Mugshots and Karate
As I’m reading through the local newspaper’s web site each morning, I usually glance through the mugshots. Most days they are unknown faces and unknown names doing things I can’t even comprehend. But at least once per month I see a name I recognize. I then search through my notes in our database to discover, it is indeed, an ex-student or parent. I keep pretty good notes when someone leaves, I make a point of writing down my last encounter with the student as well as the last conversation with the parents. I often will attempt to do a little parenting on their way out the door since they are quitting anyway. It hopefully plants a seed that they are making a mistake that could have far reaching consequences.

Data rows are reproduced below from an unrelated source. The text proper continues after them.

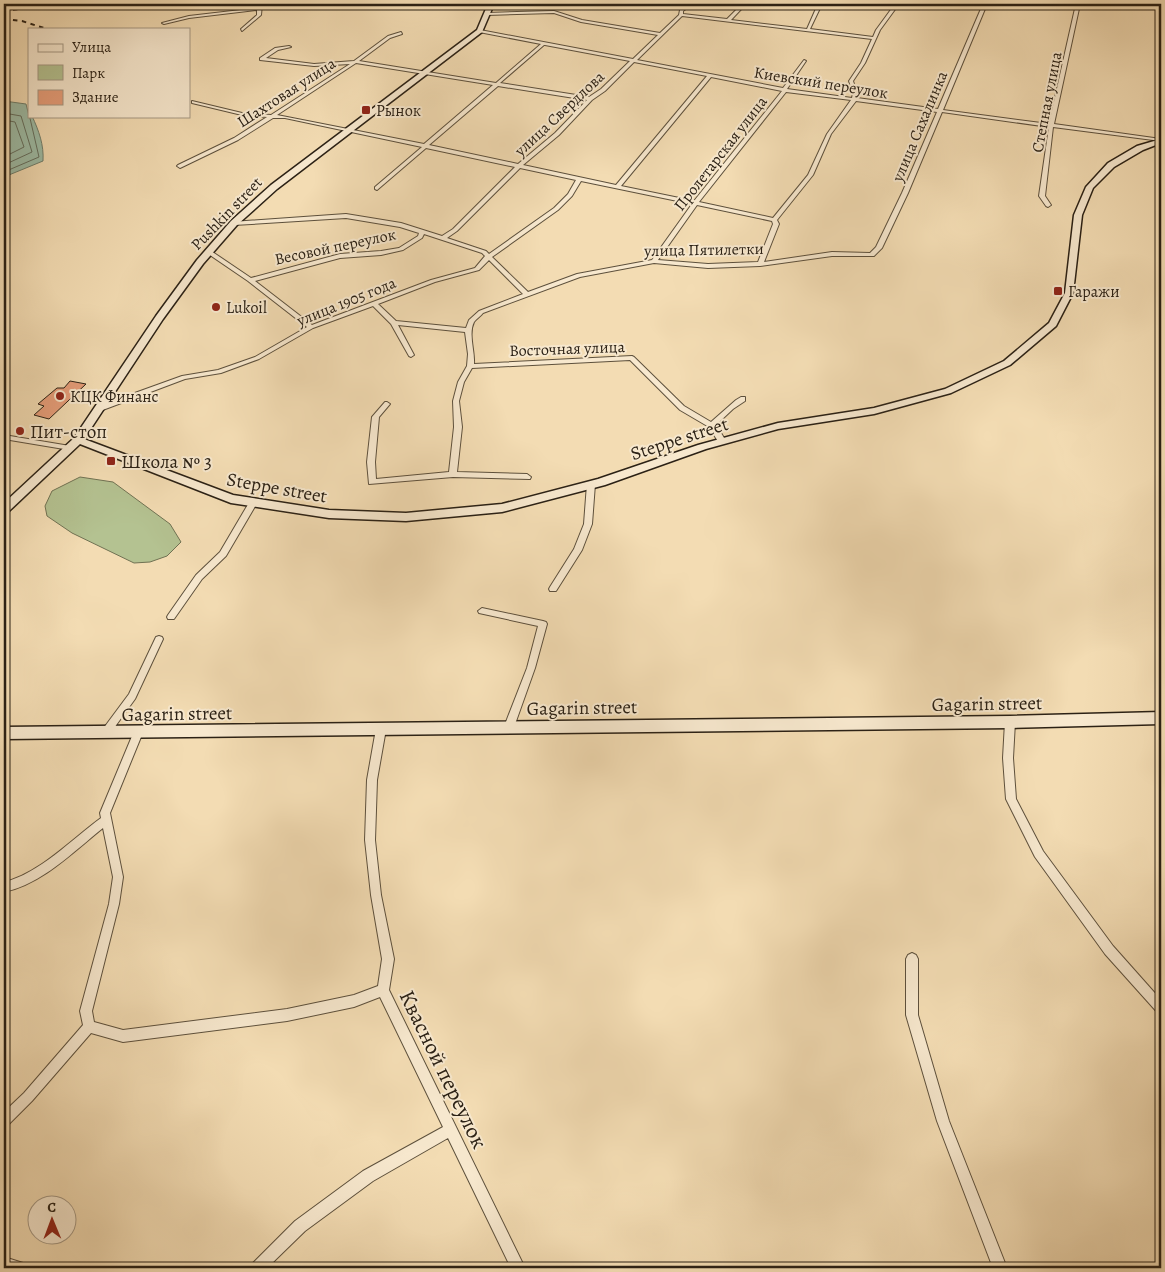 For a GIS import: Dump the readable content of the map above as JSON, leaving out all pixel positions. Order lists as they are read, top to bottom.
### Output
{
  "streets": {
    "street": [
      "Киевский переулок",
      "Шахтовая улица",
      "Степная улица",
      "улица Свердлова",
      "улица Сахалинка",
      "Пролетарская улица",
      "Pushkin street",
      "Весовой переулок",
      "улица Пятилетки",
      "улица 1905 года",
      "Восточная улица",
      "Steppe street",
      "Gagarin street",
      "Квасной переулок"
    ]
  },
  "crossings": [
    ["Киевский переулок", "Степная улица"],
    ["Киевский переулок", "улица Свердлова"],
    ["Киевский переулок", "улица Сахалинка"],
    ["Киевский переулок", "Пролетарская улица"],
    ["Киевский переулок", "Pushkin street"],
    ["Киевский переулок", "Steppe street"],
    ["улица Сахалинка", "улица Пятилетки"],
    ["Пролетарская улица", "улица Пятилетки"],
    ["Pushkin street", "улица 1905 года"],
    ["Pushkin street", "Steppe street"],
    ["Восточная улица", "Steppe street"],
    ["Gagarin street", "Квасной переулок"]
  ],
  "places": {
    "transit": ["Рынок", "Гаражи", "Школа № 3"],
    "other": ["Lukoil", "КЦК Финанс", "Пит-стоп"]
  },
  "legend": ["Улица", "Парк", "Здание"],
  "north": "top"
} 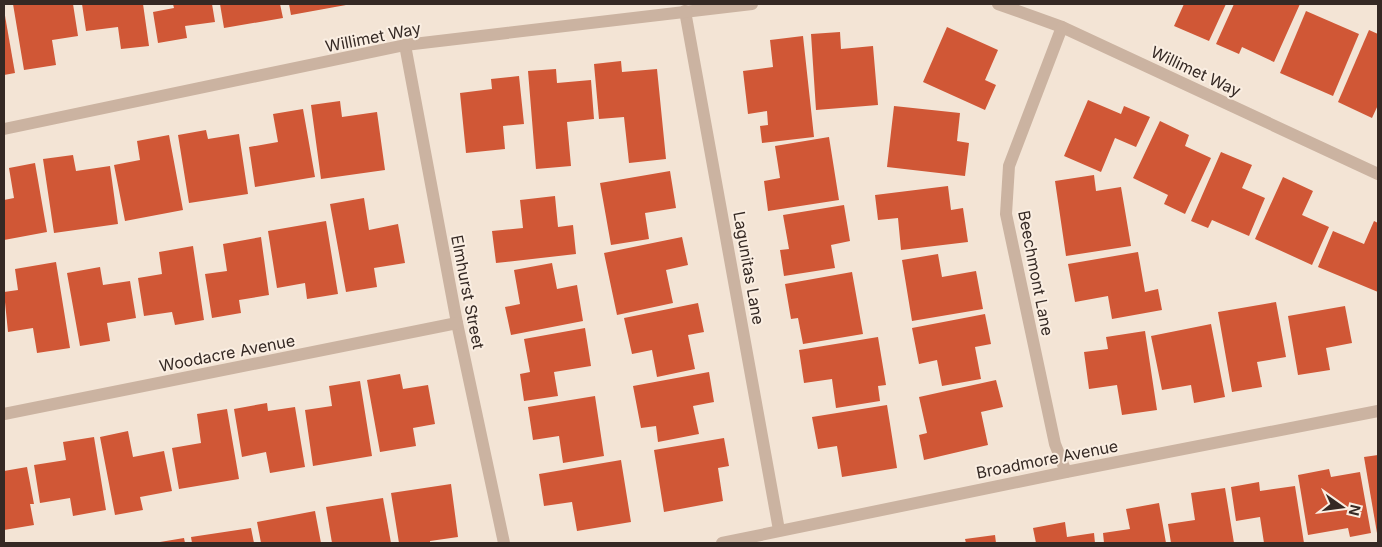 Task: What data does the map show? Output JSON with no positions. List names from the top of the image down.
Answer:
{
  "streets": {
    "street": [
      "Willimet Way",
      "Lagunitas Lane",
      "Beechmont Lane",
      "Elmhurst Street",
      "Woodacre Avenue",
      "Broadmore Avenue"
    ]
  },
  "crossings": [
    ["Willimet Way", "Lagunitas Lane"],
    ["Willimet Way", "Beechmont Lane"],
    ["Willimet Way", "Elmhurst Street"],
    ["Lagunitas Lane", "Broadmore Avenue"],
    ["Beechmont Lane", "Broadmore Avenue"],
    ["Elmhurst Street", "Woodacre Avenue"]
  ],
  "north": "right"
}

Almost always the reason they listed as no longer wanting to train was “It’s too expensive, and (insert sport dad used to do here) is cheaper.” Times are tough, I get that. We work to make ends meet as well. But when someone says “It’s too expensive” to a martial arts instructor, what they are really saying is, “We don’t see the value of what you are doing, and see other things in our life as more worthwhile.”
I ask myself, would this person have ended up in jail if they had they stayed with their training as a kid and achieved a Black Belt. The answer is always, without a doubt, “No.”
It’s too bad the effects of martial arts training takes time, but it does. It’s too bad the changes they know they had seen in their child didn’t come more rapidly, but this is the nature of martial arts training. Now if I were a sarcastic man, which I try not to be, I’d consider calling those parents now, and asking them how expensive those legal fees are, and how negatively impacting they think their child’s incarceration is going to be.
Now I’m not saying that everyone who quits is going to end up in trouble, and even good people make mistakes, but when I see those mugshots, and I recognize the student, it is NEVER someone who achieved a high rank with us. It is NEVER a Black Belt.
Give it time, let the training do what it does, keep them coming, minimize the distractions. No one ever comes back and says, “Darn you mom and dad for making sure I earned my Black Belt.”